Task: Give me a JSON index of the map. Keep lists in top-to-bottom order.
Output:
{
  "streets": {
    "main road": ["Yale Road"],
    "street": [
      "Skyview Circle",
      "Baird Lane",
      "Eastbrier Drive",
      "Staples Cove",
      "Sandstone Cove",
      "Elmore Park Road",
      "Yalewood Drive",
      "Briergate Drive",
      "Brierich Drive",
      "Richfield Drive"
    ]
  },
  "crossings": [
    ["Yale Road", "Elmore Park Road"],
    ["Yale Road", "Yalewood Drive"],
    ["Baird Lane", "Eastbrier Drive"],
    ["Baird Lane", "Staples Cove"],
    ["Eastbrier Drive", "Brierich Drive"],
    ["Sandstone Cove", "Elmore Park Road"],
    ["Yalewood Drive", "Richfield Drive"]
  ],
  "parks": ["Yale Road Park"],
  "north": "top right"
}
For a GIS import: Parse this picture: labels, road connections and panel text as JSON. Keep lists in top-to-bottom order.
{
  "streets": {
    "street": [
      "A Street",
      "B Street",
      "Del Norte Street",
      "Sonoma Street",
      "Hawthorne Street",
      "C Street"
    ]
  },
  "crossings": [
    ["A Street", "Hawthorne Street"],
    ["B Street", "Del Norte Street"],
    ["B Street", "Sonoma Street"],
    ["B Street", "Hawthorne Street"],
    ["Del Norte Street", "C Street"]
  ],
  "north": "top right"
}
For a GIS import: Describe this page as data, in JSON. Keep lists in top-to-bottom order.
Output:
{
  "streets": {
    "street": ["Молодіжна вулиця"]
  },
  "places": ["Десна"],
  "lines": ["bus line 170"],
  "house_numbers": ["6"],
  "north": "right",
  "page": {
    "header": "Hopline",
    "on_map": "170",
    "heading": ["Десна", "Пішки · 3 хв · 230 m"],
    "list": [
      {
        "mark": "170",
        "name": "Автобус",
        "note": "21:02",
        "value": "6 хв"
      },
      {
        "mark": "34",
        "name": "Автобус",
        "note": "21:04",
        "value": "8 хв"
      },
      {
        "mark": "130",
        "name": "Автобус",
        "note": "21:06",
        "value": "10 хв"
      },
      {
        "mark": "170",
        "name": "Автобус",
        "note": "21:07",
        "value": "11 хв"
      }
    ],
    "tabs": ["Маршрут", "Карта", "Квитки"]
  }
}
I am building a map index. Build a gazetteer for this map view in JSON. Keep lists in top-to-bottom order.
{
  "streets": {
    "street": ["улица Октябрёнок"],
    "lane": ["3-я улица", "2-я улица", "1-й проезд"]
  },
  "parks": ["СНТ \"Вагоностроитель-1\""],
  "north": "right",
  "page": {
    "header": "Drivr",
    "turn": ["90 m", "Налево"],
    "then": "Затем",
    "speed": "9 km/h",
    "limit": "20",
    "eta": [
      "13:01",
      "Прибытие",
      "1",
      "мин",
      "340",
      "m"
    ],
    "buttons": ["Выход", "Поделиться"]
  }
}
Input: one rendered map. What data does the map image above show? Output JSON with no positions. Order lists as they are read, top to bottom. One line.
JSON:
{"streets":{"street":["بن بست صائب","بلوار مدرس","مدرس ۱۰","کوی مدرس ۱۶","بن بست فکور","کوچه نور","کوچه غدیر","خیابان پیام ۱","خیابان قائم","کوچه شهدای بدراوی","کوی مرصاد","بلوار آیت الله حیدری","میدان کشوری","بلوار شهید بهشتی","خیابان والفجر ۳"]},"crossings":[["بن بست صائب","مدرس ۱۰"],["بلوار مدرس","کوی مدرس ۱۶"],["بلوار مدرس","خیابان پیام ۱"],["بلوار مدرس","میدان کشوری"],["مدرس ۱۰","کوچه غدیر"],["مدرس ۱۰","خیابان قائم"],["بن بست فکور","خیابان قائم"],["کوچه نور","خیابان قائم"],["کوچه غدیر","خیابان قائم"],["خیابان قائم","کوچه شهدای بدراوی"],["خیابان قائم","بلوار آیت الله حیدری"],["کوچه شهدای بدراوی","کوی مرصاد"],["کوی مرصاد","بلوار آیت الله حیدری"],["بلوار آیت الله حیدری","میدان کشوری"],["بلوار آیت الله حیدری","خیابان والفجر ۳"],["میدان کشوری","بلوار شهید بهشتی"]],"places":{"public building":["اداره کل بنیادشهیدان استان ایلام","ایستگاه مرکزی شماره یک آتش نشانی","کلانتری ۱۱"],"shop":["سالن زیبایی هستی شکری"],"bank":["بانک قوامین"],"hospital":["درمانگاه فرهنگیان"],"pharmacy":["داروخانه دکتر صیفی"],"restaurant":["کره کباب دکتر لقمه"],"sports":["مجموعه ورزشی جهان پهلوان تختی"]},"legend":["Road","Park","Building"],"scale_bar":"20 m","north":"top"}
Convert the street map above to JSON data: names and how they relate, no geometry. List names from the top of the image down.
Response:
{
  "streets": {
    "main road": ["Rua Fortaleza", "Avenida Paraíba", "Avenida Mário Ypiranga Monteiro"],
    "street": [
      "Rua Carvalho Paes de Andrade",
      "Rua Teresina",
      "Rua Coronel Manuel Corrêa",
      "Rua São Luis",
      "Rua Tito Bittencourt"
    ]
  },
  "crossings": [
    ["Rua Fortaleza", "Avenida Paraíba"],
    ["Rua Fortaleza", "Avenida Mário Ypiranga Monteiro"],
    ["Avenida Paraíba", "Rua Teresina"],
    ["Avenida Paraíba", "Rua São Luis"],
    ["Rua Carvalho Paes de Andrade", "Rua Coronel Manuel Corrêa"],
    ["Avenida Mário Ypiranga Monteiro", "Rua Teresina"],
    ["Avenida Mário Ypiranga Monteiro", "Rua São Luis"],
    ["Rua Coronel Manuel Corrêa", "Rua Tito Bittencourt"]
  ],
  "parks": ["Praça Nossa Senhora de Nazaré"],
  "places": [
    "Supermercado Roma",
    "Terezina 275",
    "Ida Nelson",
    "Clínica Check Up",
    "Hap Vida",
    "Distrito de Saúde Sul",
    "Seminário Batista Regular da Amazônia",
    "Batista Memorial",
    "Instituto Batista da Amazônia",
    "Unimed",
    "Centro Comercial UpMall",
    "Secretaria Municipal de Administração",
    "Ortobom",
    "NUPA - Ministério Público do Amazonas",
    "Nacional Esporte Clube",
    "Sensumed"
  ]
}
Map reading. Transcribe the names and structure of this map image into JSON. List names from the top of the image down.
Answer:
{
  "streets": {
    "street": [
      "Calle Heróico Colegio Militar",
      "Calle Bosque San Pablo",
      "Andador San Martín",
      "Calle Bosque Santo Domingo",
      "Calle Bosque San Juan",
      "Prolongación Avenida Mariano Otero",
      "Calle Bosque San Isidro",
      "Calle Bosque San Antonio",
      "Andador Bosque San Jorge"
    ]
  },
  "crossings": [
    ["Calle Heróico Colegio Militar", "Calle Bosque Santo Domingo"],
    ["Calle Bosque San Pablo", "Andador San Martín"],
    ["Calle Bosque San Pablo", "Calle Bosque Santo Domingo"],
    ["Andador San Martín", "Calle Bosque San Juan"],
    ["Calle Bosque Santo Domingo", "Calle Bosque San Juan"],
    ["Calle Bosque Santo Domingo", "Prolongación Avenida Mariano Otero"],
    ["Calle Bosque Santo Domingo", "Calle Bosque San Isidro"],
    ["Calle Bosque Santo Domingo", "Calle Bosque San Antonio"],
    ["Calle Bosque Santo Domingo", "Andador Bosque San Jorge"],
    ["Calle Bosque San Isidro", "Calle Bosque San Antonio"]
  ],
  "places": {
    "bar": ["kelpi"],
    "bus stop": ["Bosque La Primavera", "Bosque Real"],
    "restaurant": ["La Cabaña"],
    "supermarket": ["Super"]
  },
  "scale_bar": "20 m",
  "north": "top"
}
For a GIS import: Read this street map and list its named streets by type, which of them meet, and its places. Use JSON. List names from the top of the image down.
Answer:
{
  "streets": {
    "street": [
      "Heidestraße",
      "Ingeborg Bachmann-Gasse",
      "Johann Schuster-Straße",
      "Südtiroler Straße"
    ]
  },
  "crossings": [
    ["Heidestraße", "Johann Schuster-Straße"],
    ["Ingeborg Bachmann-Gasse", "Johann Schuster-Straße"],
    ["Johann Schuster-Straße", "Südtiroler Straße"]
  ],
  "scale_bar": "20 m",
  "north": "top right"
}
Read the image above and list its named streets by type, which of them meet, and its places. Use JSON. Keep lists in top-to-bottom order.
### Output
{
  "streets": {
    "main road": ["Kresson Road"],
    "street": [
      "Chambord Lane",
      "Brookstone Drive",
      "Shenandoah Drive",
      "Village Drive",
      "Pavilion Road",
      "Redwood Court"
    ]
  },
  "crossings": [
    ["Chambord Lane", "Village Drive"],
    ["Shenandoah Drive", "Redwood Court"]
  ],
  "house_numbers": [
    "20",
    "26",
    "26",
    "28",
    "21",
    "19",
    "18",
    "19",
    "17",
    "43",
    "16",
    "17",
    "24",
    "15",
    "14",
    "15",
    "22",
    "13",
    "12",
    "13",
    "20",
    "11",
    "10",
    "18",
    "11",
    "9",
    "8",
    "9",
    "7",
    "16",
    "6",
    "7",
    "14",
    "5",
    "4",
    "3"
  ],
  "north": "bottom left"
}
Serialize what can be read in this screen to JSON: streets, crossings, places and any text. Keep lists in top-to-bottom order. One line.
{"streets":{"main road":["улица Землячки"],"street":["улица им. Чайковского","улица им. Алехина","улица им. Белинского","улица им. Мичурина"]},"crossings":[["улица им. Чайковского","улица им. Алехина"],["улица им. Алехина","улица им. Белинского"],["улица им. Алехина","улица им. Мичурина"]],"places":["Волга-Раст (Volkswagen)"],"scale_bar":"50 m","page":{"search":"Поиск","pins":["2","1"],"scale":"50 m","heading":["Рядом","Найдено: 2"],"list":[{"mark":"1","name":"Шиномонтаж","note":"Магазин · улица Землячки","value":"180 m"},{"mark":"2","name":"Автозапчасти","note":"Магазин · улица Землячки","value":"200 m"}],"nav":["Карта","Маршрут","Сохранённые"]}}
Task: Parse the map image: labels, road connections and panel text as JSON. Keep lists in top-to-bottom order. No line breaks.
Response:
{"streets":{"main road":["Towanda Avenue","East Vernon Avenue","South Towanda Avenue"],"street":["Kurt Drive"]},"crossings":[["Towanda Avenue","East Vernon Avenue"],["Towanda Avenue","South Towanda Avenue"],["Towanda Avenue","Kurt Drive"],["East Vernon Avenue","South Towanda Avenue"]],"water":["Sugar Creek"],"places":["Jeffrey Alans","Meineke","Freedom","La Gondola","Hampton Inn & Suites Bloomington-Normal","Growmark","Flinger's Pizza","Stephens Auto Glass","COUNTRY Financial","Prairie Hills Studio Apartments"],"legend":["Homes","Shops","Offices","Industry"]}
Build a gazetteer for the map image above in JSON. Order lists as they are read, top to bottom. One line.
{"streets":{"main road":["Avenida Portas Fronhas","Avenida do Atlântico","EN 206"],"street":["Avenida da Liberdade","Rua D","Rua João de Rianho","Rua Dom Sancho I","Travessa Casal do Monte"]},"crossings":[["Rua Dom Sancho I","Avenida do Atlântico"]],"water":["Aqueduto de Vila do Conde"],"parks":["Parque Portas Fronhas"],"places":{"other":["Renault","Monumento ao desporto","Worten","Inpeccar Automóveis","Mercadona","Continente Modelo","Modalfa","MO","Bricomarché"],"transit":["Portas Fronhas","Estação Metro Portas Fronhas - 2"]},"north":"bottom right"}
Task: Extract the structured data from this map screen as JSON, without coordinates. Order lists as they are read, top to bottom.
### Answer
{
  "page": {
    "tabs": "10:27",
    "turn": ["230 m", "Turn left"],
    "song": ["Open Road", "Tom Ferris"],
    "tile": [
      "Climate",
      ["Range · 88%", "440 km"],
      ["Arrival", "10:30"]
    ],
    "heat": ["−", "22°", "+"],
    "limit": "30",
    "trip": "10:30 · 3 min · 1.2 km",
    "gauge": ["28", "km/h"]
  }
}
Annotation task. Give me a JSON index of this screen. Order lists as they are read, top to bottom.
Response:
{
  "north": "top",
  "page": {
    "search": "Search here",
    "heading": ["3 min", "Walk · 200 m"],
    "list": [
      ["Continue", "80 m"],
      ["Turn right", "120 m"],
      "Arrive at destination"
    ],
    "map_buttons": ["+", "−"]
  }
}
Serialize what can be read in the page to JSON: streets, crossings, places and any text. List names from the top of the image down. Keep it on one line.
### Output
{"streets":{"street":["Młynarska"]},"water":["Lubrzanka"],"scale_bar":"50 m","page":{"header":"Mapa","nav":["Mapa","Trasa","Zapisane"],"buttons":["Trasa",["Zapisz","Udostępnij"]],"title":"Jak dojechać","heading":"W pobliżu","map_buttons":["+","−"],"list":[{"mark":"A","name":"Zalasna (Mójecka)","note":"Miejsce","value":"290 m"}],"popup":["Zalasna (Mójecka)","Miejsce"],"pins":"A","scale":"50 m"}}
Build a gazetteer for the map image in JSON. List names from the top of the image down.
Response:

******************************

Problem to work on: Where does "meet" occur in the data? Copy each line that has it.

Task result:
For a GIS import: Read this street map and list its named streets by type, which of them meet, and its places. Use JSON. List names from the top of the image down.
Read the image above and list its named streets by type, which of them meet, and its places. Use JSON. Keep lists in top-to-bottom order.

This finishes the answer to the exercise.